We praise Google and Wikipedia for making knowledge more available — consider them two of the best innovations of the last 50 years — but after Aaron Swartz, a friend of mine, apparently tried to do the same thing he was charged with wire and computer fraud and faces up to 35 years in jail and a $1 million fine.
The prosecutor, U.S. Attorney Carmen Ortiz, made an interesting statement:
Stealing is stealing, whether you use a computer command or a crowbar, and whether you take documents, data or dollars. It is equally harmful to the victim whether you sell what you have stolen or give it away.
In my experience, tautological statements such as “stealing is stealing” or “correlation is not causation” do not bode well for that side of the argument. As Thorstein Veblen might say, the reason for the tautology was the need for it.
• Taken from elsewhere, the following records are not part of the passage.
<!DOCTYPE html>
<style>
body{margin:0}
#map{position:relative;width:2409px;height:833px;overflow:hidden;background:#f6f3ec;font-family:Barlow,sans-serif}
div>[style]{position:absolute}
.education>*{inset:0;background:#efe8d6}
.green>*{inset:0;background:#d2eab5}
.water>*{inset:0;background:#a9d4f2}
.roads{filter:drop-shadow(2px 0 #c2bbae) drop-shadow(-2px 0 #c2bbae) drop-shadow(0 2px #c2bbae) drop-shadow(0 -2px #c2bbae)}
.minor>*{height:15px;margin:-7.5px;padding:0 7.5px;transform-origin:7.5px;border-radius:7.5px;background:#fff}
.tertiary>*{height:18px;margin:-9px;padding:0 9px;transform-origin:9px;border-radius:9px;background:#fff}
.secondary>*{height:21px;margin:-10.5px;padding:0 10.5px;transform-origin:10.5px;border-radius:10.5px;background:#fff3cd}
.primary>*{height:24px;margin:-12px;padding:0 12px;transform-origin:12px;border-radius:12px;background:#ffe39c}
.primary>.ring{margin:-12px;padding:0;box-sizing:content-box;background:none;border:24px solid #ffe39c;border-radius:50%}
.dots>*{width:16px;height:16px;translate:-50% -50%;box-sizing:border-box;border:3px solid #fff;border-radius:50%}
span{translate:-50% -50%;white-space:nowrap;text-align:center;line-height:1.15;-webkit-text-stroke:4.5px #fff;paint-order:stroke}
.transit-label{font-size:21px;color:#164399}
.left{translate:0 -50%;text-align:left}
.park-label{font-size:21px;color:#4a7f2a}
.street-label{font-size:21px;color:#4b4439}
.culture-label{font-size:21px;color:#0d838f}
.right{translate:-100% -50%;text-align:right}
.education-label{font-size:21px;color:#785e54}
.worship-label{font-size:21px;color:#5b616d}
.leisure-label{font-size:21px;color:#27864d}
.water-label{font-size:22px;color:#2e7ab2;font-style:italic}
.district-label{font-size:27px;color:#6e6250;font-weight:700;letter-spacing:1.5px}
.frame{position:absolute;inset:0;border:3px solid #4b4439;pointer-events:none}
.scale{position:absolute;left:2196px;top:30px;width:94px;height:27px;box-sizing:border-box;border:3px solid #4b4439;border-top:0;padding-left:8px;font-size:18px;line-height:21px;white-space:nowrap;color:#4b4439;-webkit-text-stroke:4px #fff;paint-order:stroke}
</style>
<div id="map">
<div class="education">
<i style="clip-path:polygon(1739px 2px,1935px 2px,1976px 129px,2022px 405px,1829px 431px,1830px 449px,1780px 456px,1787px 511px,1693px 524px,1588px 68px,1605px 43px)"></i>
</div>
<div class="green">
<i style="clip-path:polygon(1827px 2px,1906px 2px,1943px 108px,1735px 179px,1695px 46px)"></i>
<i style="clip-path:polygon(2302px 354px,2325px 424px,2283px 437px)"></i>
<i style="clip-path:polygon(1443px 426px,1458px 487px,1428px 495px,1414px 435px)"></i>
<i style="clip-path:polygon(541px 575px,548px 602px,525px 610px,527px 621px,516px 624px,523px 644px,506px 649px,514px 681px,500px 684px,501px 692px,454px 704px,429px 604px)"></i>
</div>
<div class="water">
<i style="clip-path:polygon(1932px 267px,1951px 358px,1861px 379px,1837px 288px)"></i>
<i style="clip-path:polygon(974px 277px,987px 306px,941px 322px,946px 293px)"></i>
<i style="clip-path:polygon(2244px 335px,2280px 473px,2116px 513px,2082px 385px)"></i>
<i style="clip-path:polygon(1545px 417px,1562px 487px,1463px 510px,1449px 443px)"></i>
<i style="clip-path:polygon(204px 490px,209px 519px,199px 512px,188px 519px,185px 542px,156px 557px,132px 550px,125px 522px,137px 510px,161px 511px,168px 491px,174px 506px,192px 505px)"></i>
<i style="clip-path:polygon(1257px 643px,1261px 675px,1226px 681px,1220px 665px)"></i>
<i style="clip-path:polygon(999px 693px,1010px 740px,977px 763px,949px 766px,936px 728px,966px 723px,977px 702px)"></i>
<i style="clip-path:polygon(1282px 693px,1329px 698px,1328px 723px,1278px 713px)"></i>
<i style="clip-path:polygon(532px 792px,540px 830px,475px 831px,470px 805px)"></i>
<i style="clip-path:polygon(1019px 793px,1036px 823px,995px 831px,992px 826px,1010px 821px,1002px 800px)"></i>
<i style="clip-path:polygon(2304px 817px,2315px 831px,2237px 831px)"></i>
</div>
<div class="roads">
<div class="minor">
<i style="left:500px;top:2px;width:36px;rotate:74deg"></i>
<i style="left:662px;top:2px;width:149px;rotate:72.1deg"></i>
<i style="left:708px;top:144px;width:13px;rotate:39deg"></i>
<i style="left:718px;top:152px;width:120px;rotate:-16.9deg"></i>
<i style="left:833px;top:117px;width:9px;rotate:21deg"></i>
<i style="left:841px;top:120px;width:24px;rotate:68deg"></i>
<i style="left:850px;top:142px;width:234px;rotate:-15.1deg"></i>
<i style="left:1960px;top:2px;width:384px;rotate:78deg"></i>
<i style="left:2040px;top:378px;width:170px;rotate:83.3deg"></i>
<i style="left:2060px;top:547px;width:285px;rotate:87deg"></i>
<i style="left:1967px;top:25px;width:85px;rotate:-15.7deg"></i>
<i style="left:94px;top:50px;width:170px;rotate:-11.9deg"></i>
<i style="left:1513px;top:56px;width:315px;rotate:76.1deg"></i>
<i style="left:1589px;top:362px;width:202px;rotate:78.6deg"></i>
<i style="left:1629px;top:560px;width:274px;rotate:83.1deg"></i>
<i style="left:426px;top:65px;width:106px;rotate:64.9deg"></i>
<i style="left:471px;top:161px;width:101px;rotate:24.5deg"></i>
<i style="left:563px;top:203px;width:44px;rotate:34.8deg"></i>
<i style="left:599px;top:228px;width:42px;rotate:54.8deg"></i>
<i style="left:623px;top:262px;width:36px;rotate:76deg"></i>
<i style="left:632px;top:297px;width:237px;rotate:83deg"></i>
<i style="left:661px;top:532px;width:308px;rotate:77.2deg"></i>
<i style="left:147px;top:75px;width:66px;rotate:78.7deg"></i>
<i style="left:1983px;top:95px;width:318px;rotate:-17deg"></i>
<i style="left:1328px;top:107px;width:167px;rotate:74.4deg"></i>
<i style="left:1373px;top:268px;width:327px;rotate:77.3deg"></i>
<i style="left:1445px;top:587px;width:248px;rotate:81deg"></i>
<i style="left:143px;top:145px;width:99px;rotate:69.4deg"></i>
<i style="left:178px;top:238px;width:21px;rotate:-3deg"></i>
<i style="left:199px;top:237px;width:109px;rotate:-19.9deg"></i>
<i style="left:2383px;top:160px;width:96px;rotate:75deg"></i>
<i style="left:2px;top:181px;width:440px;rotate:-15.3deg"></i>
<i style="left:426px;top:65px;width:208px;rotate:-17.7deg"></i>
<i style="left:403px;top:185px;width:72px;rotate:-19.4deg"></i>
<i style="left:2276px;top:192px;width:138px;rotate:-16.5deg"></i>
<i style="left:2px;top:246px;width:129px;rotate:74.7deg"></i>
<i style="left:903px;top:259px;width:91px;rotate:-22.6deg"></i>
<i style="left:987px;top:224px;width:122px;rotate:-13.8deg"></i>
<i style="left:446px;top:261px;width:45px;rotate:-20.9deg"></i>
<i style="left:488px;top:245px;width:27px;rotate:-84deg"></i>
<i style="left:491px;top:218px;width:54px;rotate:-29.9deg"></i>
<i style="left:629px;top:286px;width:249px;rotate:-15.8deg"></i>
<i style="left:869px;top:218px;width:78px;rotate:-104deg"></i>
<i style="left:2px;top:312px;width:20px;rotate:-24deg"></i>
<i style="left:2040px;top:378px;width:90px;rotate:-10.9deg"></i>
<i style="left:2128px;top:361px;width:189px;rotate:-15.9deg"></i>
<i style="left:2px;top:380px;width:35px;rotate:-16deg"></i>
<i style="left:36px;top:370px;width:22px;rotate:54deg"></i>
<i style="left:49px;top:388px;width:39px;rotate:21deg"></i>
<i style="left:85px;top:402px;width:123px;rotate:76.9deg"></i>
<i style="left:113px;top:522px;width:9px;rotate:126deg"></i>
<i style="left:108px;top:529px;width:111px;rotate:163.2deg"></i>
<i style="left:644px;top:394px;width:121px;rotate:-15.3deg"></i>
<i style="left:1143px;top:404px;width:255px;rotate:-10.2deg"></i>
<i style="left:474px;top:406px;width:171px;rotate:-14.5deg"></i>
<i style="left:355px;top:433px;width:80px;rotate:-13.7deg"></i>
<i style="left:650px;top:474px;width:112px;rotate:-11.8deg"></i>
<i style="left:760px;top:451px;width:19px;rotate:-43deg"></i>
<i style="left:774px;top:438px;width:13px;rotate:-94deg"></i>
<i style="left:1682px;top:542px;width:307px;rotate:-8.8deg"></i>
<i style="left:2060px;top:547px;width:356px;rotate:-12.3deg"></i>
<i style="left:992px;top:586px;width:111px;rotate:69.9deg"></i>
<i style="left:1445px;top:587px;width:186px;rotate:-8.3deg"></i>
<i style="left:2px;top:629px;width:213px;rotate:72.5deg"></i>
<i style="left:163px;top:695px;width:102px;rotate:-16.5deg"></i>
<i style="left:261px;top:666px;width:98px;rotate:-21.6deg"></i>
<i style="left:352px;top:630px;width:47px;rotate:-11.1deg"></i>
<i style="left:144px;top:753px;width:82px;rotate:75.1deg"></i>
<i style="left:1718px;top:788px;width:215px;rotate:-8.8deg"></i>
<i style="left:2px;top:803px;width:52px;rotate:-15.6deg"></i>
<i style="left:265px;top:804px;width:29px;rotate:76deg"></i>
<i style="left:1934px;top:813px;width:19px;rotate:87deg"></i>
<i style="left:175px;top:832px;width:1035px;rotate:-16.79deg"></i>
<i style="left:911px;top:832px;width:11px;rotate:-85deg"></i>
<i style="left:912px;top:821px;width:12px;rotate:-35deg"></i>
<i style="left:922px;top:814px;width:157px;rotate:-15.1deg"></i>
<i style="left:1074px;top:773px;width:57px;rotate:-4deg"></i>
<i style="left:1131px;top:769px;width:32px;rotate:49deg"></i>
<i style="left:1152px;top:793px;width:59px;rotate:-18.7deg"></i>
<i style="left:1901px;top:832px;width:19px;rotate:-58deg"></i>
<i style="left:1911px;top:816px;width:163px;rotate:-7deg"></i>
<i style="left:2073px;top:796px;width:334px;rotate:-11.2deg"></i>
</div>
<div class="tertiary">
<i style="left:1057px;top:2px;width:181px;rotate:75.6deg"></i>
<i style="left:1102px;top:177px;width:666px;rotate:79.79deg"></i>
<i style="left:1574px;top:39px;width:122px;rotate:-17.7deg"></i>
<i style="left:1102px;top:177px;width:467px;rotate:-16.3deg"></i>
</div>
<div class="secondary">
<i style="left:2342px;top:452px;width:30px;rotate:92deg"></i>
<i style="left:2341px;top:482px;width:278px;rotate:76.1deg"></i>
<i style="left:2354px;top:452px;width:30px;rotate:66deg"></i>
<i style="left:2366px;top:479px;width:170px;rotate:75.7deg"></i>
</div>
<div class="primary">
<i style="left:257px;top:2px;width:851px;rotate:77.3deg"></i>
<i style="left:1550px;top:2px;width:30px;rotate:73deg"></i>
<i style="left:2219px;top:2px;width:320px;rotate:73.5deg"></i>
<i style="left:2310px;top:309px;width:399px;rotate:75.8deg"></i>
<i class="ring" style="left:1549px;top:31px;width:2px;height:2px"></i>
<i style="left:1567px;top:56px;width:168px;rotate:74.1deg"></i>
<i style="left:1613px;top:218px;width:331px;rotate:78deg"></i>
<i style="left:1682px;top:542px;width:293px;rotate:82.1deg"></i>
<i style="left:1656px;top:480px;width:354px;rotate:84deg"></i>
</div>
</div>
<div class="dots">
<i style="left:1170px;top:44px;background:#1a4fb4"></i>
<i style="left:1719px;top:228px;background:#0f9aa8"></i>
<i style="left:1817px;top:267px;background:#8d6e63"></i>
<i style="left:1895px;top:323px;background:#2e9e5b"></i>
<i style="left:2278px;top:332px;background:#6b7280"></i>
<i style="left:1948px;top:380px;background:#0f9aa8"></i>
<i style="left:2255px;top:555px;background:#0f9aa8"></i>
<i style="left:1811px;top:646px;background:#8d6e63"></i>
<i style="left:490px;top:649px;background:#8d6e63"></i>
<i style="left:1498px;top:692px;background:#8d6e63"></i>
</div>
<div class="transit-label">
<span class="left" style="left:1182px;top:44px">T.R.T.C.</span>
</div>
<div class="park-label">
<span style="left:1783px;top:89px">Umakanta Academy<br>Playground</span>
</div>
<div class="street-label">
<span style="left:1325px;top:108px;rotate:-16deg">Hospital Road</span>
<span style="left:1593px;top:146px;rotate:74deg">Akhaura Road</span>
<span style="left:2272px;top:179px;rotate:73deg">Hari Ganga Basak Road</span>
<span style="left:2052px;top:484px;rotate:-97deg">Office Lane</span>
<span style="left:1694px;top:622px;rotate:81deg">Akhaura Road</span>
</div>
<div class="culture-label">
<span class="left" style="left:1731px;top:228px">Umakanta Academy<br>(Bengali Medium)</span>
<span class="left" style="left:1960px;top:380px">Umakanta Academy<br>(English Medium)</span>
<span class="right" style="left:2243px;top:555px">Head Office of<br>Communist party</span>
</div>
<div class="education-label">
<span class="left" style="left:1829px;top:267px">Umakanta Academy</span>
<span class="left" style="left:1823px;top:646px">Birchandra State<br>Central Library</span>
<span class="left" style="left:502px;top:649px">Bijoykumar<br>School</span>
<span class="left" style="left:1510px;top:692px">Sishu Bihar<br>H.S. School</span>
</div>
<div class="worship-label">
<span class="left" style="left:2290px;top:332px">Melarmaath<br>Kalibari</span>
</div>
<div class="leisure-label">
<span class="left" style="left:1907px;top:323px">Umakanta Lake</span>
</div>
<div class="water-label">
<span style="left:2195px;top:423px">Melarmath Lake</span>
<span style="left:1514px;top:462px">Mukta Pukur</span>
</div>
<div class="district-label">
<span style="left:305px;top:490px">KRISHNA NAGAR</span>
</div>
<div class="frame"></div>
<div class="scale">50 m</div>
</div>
Ortiz’s statement shows that she, like the rest of us, thinks that what matters is amount of harm. Harm is hard to find here. The only clear harm is that MIT access to JSTOR was shut down for a few days. This is so minor that JSTOR’s statement about the case (which includes “it was the government’s decision whether to prosecute, not JSTOR’s. . . . We [have] no interest in this becoming an ongoing legal matter”) doesn’t mention it. I don’t think many people will agree that this amount of harm justifies the charges that Ortiz has brought.